The telemedicine model that he conceived is much more patient-centered than the current, in-person method for treating Parkinson’s patients, Dorsey says: There’s no waiting, no checking in or checking out. This method is also extremely cost-effective. The webcam that he used in the nursing home study costs just $25, and the videoconferencing software costs about $150.
“People are spending more than that just on transportation costs on a single visit,” Dorsey explains. “This is the same technology that grandma is using to communicate with her grandchildren. Why not use it to deliver care?”

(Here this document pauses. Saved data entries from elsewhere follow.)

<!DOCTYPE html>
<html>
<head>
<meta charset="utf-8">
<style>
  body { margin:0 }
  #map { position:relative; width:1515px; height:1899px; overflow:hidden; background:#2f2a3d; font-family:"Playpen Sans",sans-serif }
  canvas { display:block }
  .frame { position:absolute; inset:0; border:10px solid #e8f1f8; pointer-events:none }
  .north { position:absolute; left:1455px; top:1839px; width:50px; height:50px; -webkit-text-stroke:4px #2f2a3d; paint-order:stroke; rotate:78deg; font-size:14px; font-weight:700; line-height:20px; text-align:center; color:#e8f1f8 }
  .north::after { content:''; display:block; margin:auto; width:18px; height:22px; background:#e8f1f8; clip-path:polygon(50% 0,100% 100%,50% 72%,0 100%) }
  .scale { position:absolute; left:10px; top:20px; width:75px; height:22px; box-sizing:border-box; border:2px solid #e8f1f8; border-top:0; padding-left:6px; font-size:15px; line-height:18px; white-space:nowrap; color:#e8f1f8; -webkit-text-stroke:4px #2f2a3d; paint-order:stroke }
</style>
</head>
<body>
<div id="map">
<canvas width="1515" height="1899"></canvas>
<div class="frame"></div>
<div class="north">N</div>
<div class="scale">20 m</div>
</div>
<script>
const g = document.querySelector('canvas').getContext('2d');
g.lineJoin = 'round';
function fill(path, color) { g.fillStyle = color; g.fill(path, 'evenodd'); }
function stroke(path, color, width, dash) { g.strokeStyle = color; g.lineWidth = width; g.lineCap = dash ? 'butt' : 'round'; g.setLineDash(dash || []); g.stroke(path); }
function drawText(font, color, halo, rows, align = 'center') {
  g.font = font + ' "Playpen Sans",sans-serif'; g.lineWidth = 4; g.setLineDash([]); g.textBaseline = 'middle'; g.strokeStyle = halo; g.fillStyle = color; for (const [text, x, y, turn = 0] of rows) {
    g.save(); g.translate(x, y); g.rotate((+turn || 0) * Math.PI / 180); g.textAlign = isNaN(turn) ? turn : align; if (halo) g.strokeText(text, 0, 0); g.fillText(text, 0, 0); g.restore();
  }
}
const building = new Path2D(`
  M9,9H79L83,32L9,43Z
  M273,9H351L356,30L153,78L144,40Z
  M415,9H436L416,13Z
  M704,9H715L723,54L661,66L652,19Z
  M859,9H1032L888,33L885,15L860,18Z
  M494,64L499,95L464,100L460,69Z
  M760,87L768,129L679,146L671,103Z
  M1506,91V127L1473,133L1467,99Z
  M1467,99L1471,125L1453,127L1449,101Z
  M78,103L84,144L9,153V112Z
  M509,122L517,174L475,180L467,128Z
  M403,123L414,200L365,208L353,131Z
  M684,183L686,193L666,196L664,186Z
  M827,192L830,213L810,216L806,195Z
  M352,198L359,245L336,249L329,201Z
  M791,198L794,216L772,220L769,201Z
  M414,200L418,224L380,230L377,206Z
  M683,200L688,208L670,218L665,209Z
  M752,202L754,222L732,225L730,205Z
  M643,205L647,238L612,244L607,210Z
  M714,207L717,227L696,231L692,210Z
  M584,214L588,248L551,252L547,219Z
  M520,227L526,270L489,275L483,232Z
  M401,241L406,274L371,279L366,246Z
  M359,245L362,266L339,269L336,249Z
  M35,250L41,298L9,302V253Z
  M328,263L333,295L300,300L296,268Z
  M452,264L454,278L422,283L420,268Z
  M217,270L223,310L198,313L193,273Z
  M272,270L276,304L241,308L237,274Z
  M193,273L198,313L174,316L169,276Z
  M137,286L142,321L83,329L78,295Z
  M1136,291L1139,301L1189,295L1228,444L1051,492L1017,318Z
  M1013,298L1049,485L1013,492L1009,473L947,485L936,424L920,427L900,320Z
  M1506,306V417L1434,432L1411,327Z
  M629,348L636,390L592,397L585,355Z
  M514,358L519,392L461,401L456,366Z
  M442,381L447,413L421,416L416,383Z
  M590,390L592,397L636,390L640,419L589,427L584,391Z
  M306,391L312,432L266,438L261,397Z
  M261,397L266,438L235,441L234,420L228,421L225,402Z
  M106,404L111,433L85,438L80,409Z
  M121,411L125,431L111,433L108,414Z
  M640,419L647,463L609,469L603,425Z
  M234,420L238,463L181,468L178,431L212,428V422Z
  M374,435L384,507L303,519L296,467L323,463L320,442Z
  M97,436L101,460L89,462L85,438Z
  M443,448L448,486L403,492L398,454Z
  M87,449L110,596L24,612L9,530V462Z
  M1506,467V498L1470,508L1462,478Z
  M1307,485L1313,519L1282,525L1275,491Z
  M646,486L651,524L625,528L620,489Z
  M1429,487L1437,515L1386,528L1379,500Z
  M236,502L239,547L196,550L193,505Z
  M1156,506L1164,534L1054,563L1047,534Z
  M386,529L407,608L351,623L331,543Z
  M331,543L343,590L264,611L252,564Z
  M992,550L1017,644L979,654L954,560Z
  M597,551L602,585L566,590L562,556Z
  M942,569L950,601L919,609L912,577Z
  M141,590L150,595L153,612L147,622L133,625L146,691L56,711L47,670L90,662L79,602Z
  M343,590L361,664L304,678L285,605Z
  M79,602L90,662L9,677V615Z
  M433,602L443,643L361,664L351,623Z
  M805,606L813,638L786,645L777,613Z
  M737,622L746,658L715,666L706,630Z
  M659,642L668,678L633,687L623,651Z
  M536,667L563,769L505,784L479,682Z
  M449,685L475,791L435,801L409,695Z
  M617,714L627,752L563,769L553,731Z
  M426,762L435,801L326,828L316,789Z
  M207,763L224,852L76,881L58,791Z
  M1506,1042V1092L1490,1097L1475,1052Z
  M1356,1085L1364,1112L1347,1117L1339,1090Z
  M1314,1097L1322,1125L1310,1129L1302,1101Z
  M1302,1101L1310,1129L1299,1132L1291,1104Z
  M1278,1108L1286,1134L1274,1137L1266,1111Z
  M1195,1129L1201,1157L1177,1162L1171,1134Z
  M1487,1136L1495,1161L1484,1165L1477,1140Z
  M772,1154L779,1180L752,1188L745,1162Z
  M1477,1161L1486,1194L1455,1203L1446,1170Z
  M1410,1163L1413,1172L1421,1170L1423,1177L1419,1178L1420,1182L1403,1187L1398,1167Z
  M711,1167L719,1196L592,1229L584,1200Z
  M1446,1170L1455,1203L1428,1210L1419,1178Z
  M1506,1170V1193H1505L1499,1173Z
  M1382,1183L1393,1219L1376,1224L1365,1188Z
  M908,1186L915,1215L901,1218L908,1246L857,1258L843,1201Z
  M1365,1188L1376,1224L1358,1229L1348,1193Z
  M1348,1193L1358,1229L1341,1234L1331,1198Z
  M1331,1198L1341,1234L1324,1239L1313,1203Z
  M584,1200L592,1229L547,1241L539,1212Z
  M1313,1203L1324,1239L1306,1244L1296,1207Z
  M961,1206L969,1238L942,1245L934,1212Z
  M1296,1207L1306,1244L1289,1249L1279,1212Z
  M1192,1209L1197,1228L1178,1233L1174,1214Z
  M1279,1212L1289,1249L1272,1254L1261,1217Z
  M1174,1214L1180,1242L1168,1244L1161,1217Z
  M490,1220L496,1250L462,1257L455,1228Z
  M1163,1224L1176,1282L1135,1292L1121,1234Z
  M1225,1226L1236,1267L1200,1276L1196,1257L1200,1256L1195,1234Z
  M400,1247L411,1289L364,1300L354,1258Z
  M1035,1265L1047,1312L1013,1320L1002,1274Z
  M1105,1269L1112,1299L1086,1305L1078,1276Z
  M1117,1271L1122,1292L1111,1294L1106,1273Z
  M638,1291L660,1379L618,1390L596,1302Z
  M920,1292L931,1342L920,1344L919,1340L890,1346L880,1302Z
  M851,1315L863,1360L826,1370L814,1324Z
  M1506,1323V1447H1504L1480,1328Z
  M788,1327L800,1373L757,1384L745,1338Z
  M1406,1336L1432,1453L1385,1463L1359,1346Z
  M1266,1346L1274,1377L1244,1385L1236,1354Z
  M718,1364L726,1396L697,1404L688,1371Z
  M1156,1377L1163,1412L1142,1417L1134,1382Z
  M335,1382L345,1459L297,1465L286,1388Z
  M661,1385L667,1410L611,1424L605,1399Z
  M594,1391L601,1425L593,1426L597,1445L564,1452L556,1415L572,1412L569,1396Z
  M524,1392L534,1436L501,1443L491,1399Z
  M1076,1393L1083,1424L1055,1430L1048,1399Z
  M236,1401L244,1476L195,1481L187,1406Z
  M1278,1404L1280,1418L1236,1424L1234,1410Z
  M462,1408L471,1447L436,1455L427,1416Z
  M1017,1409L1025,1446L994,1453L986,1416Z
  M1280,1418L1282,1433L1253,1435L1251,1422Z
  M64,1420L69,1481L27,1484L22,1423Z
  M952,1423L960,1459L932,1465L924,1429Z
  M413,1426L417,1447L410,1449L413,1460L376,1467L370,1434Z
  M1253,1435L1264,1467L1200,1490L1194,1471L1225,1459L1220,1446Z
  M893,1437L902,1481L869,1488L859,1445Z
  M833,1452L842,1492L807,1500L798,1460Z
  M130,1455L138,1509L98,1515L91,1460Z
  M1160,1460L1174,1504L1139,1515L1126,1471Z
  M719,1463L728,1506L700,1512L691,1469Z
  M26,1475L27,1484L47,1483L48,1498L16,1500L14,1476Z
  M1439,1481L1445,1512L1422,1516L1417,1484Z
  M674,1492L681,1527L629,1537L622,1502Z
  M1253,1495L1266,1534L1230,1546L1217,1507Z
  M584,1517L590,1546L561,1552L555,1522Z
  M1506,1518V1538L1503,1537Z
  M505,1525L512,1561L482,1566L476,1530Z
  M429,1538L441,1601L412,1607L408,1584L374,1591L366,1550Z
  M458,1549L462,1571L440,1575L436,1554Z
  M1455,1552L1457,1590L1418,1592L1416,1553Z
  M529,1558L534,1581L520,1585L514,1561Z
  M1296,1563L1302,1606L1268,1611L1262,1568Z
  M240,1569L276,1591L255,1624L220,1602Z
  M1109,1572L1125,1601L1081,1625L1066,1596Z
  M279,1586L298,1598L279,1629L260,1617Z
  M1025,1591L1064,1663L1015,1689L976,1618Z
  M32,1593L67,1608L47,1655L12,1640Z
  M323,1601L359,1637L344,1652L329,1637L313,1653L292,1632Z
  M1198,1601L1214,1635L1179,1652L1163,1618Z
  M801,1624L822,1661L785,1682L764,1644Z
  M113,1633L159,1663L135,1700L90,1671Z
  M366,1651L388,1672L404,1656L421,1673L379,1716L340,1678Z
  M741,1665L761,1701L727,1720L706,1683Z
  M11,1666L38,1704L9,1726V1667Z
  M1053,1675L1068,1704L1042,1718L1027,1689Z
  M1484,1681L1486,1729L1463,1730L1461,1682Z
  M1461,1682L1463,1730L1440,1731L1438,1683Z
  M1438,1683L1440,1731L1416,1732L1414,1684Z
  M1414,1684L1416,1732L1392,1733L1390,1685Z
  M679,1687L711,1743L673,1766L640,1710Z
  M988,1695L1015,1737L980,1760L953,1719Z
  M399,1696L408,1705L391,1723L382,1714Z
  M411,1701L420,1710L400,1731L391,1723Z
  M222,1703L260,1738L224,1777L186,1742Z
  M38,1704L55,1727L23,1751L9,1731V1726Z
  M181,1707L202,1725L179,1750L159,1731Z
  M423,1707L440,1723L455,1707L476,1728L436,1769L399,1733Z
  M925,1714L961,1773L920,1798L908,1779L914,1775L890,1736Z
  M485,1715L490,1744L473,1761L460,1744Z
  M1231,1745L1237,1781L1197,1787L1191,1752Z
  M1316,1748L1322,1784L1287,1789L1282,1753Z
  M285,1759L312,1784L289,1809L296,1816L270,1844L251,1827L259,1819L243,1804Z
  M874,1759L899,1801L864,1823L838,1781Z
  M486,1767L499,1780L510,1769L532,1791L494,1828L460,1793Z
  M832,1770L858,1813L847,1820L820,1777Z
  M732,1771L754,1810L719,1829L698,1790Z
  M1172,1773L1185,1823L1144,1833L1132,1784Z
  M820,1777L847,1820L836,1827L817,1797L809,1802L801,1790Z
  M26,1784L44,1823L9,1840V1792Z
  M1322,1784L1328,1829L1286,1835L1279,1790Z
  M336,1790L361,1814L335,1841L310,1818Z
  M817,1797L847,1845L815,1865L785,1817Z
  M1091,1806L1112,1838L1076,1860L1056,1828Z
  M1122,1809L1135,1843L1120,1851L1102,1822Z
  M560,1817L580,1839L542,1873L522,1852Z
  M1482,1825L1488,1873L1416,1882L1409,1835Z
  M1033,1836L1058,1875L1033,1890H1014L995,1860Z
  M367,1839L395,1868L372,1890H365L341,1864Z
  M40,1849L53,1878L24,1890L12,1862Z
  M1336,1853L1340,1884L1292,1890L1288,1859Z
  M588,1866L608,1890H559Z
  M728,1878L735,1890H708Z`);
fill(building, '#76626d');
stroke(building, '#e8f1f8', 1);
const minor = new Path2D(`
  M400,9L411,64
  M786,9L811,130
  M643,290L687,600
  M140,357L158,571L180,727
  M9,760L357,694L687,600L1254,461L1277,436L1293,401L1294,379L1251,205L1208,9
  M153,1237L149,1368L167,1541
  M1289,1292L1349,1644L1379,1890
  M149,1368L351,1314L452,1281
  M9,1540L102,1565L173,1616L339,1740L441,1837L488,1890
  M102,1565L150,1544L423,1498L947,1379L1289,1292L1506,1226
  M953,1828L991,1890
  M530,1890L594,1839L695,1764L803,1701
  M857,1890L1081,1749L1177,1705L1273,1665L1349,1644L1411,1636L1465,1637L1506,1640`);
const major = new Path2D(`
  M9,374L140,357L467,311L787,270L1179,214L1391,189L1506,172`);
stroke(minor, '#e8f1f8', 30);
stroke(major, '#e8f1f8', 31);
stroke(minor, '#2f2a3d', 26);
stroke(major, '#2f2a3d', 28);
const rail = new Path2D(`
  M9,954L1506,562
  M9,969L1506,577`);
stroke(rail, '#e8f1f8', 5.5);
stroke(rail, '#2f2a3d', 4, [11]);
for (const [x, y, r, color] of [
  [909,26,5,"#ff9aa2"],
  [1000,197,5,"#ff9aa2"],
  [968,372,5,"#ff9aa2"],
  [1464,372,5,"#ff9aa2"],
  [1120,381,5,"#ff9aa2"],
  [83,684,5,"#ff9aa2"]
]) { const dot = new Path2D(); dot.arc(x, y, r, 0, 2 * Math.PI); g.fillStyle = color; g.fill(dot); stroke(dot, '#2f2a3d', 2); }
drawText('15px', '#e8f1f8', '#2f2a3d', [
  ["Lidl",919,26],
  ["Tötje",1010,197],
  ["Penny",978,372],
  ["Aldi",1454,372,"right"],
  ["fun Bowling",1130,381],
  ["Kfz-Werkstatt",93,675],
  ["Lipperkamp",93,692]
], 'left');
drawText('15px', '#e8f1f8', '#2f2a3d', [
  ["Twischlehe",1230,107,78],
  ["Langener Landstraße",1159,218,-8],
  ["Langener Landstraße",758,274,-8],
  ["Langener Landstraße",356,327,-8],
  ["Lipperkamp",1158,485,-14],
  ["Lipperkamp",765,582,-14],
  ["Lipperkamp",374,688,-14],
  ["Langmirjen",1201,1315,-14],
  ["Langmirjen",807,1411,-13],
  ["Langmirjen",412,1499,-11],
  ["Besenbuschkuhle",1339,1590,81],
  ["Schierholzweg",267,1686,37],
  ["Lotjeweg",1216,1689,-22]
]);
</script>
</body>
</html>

Now that Dorsey is at Johns Hopkins, he’s working to bring telemedicine here as well and to eventually expand its reach to other conditions and other states. He recently began offering free consultations to patients in every state he’s licensed to practice in—Maryland, California, Delaware, Florida, and New York—an effort partially funded by a grant from the Verizon Foundation. Patients in these states can request a free one-time evaluation simply by calling 855-237-7446.
Dorsey says he’d like to expand these services even farther. However, several kinks still need to be worked out. Most insurance plans don’t cover telemedicine visits, and physicians must be licensed in every state where they see patients—even if “seeing” means through remote video.
Those hurdles are surmountable, Dorsey says. States and private insurers are increasingly reimbursing for different forms of telemedicine, and federal legislation has been proposed that would address many of the licensure issues.
“I’m doing house calls like doctors would have a generation or two ago—just in a different way,” Dorsey says. “Although I don’t physically touch patients, this kind of care really touches their lives.”